Jason Robert Bauer works in pursuit of equanimity creating mental, physical and spiritual spaces through sculpture, video, installation, sound and light. His work explores concepts of perception and interconnectivity with an emphasis on minutiae and vernacular construction using heirloom and repurposed objects. Bauer has been working primarily with glass for over 13 years and while at Guttenberg Arts acted as a consultant and the pilot artist in resident for the newly established glassblowing facilities.
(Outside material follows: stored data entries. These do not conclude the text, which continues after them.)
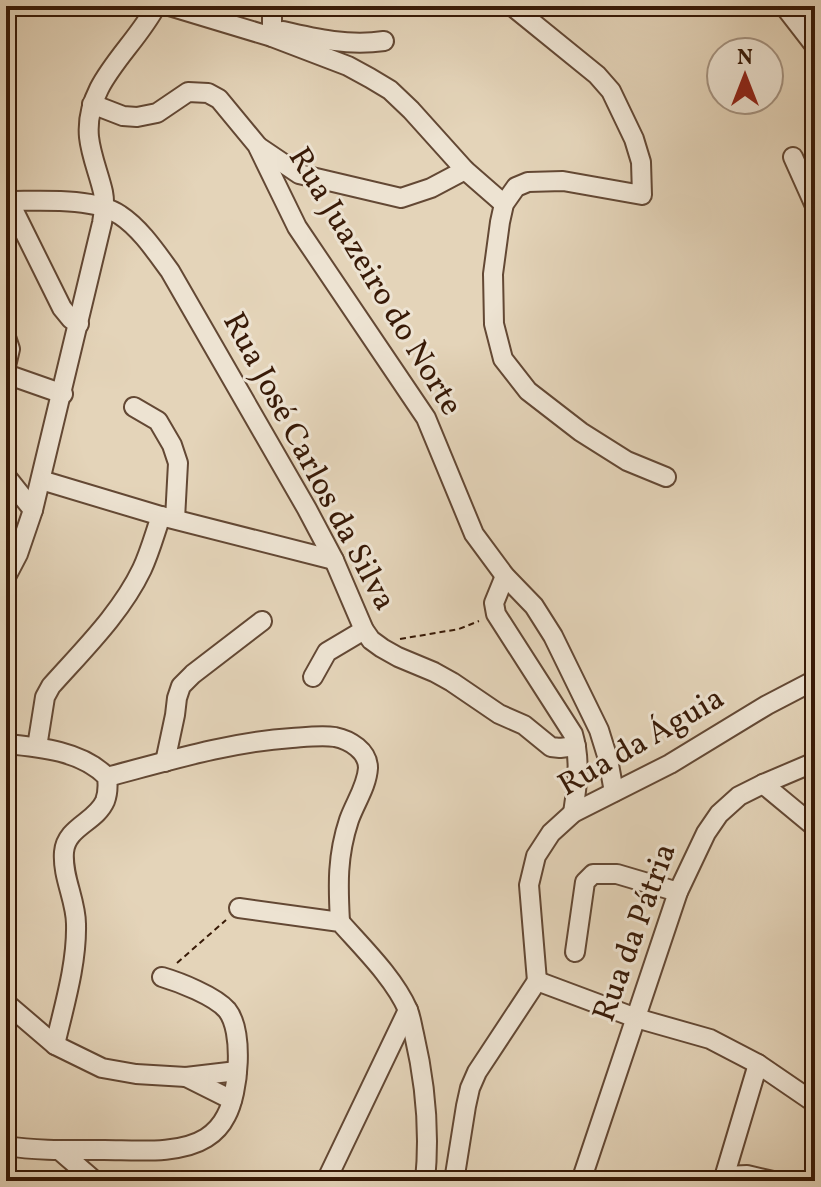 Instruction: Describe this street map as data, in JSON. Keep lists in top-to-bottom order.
{
  "streets": {
    "street": [
      "Rua Juazeiro do Norte",
      "Rua José Carlos da Silva",
      "Rua da Águia",
      "Rua da Pátria"
    ]
  },
  "crossings": [
    ["Rua Juazeiro do Norte", "Rua da Águia"]
  ],
  "north": "top"
} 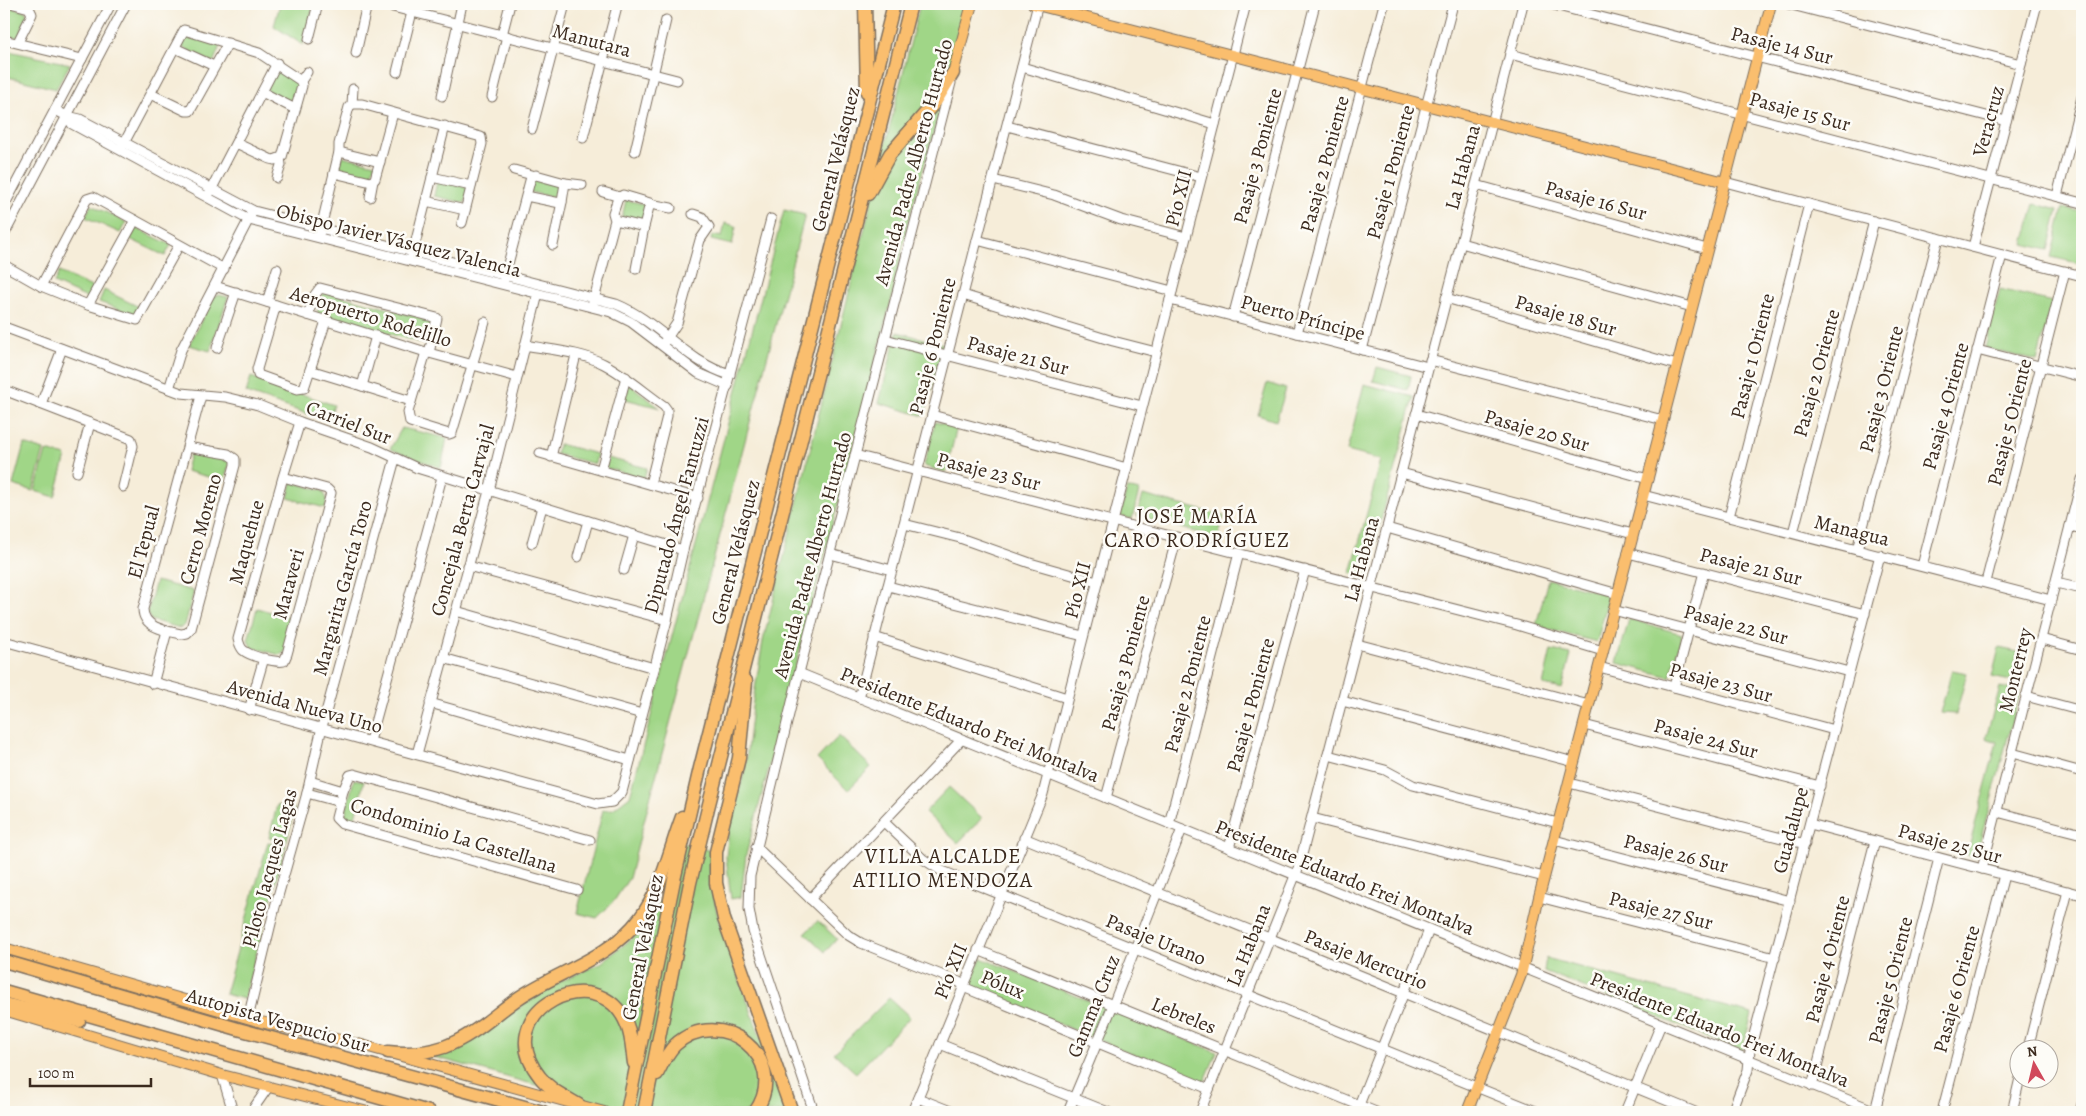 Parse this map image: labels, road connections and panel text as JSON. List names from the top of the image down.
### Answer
{
  "streets": {
    "highway": ["General Velásquez", "Autopista Vespucio Sur"],
    "main road": ["Avenida Padre Alberto Hurtado"],
    "street": [
      "Manutara",
      "Pasaje 14 Sur",
      "Pasaje 15 Sur",
      "Veracruz",
      "Pasaje 3 Poniente",
      "Pasaje 2 Poniente",
      "La Habana",
      "Pasaje 1 Poniente",
      "Pío XII",
      "Pasaje 16 Sur",
      "Obispo Javier Vásquez Valencia",
      "Pasaje 18 Sur",
      "Aeropuerto Rodelillo",
      "Puerto Príncipe",
      "Pasaje 6 Poniente",
      "Pasaje 21 Sur",
      "Pasaje 1 Oriente",
      "Pasaje 2 Oriente",
      "Pasaje 3 Oriente",
      "Pasaje 4 Oriente",
      "Carriel Sur",
      "Pasaje 5 Oriente",
      "Pasaje 20 Sur",
      "Pasaje 23 Sur",
      "Diputado Ángel Fantuzzi",
      "Concejala Berta Carvajal",
      "Cerro Moreno",
      "Managua",
      "El Tepual",
      "Maquehue",
      "Mataveri",
      "Margarita García Toro",
      "Pasaje 22 Sur",
      "Monterrey",
      "Avenida Nueva Uno",
      "Presidente Eduardo Frei Montalva",
      "Pasaje 24 Sur",
      "Guadalupe",
      "Condominio La Castellana",
      "Pasaje 25 Sur",
      "Pasaje 26 Sur",
      "Piloto Jacques Lagas",
      "Pasaje 27 Sur",
      "Pasaje Urano",
      "Pasaje Mercurio",
      "Pólux",
      "Pasaje 6 Oriente",
      "Gamma Cruz",
      "Lebreles"
    ]
  },
  "crossings": [
    ["Pasaje 14 Sur", "Veracruz"],
    ["Pasaje 15 Sur", "Veracruz"],
    ["Pasaje 15 Sur", "La Habana"],
    ["Pasaje 3 Poniente", "Puerto Príncipe"],
    ["Pasaje 3 Poniente", "Pasaje 23 Sur"],
    ["Pasaje 3 Poniente", "Presidente Eduardo Frei Montalva"],
    ["Avenida Padre Alberto Hurtado", "Pasaje 21 Sur"],
    ["Avenida Padre Alberto Hurtado", "Pasaje 23 Sur"],
    ["Avenida Padre Alberto Hurtado", "Presidente Eduardo Frei Montalva"],
    ["Avenida Padre Alberto Hurtado", "Pólux"],
    ["Pasaje 2 Poniente", "Puerto Príncipe"],
    ["Pasaje 2 Poniente", "Pasaje 23 Sur"],
    ["Pasaje 2 Poniente", "Presidente Eduardo Frei Montalva"],
    ["La Habana", "Pasaje 16 Sur"],
    ["La Habana", "Pasaje 18 Sur"],
    ["La Habana", "Puerto Príncipe"],
    ["La Habana", "Pasaje 20 Sur"],
    ["La Habana", "Pasaje 23 Sur"],
    ["La Habana", "Presidente Eduardo Frei Montalva"],
    ["La Habana", "Pasaje Urano"],
    ["La Habana", "Pasaje Mercurio"],
    ["La Habana", "Pólux"],
    ["La Habana", "Lebreles"],
    ["Pasaje 1 Poniente", "Puerto Príncipe"],
    ["Pasaje 1 Poniente", "Pasaje 23 Sur"],
    ["Pasaje 1 Poniente", "Presidente Eduardo Frei Montalva"],
    ["Pío XII", "Puerto Príncipe"],
    ["Pío XII", "Pasaje 21 Sur"],
    ["Pío XII", "Pasaje 23 Sur"],
    ["Pío XII", "Presidente Eduardo Frei Montalva"],
    ["Pío XII", "Pasaje Urano"],
    ["Pío XII", "Pasaje Mercurio"],
    ["Pío XII", "Pólux"],
    ["Pío XII", "Lebreles"],
    ["Obispo Javier Vásquez Valencia", "Diputado Ángel Fantuzzi"],
    ["Obispo Javier Vásquez Valencia", "Concejala Berta Carvajal"],
    ["Aeropuerto Rodelillo", "Concejala Berta Carvajal"],
    ["Puerto Príncipe", "Pasaje 6 Poniente"],
    ["Pasaje 6 Poniente", "Pasaje 21 Sur"],
    ["Pasaje 6 Poniente", "Pasaje 23 Sur"],
    ["Pasaje 6 Poniente", "Presidente Eduardo Frei Montalva"],
    ["Pasaje 21 Sur", "Guadalupe"],
    ["Pasaje 1 Oriente", "Managua"],
    ["Pasaje 2 Oriente", "Managua"],
    ["Pasaje 3 Oriente", "Managua"],
    ["Pasaje 4 Oriente", "Managua"],
    ["Pasaje 4 Oriente", "Presidente Eduardo Frei Montalva"],
    ["Pasaje 4 Oriente", "Pasaje 25 Sur"],
    ["Carriel Sur", "Diputado Ángel Fantuzzi"],
    ["Carriel Sur", "Concejala Berta Carvajal"],
    ["Carriel Sur", "El Tepual"],
    ["Carriel Sur", "Maquehue"],
    ["Carriel Sur", "Margarita García Toro"],
    ["Pasaje 5 Oriente", "Managua"],
    ["Pasaje 5 Oriente", "Presidente Eduardo Frei Montalva"],
    ["Pasaje 5 Oriente", "Pasaje 25 Sur"],
    ["Pasaje 23 Sur", "Guadalupe"],
    ["Diputado Ángel Fantuzzi", "Avenida Nueva Uno"],
    ["Concejala Berta Carvajal", "Avenida Nueva Uno"],
    ["Cerro Moreno", "El Tepual"],
    ["Managua", "Monterrey"],
    ["Managua", "Guadalupe"],
    ["Maquehue", "Mataveri"],
    ["Margarita García Toro", "Avenida Nueva Uno"],
    ["Margarita García Toro", "Piloto Jacques Lagas"],
    ["Pasaje 22 Sur", "Guadalupe"],
    ["Monterrey", "Pasaje 25 Sur"],
    ["Avenida Nueva Uno", "Piloto Jacques Lagas"],
    ["Presidente Eduardo Frei Montalva", "Guadalupe"],
    ["Presidente Eduardo Frei Montalva", "Gamma Cruz"],
    ["Pasaje 24 Sur", "Guadalupe"],
    ["Guadalupe", "Pasaje 25 Sur"],
    ["Guadalupe", "Pasaje 26 Sur"],
    ["Guadalupe", "Pasaje 27 Sur"],
    ["Condominio La Castellana", "Piloto Jacques Lagas"],
    ["Pasaje 25 Sur", "Pasaje 6 Oriente"],
    ["Pasaje Urano", "Gamma Cruz"],
    ["Pasaje Mercurio", "Gamma Cruz"],
    ["Pólux", "Gamma Cruz"],
    ["Gamma Cruz", "Lebreles"]
  ],
  "districts": ["JOSÉ MARÍA CARO RODRÍGUEZ", "VILLA ALCALDE ATILIO MENDOZA"],
  "scale_bar": "100 m",
  "north": "top"
}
Vassilina Dikidjieva’s artworks are linked of her architectural fascination with cultural heritage and contemporary art. Discovering ancient places in Bulgaria, Ethiopia, Greece, Egypt and Italy felt like time traveling for the artist. During her travels, Dikidjieva finds themes from history and mythology which she strives to rethink in her paintings, prints and drawings. Dikidjieva states, “Juxtapositions of opposites have been an important approach in my architectural and artistic projects and I recently embraced printmaking to revisit with increased clarity and intensity ancient symbols, elements, iconic images in the context of current hot topics and events.” While in residence at Guttenberg Arts, Dikidjieva expanded her practice to include screen printing and one of her main explorations was a tribute to Leonardo in which she reflects the phenomenon that five hundred years after Leonardo’s death, Mona Lisa is more popular than ever, outshining all other art icons and becoming a symbol of the Louvre Museum.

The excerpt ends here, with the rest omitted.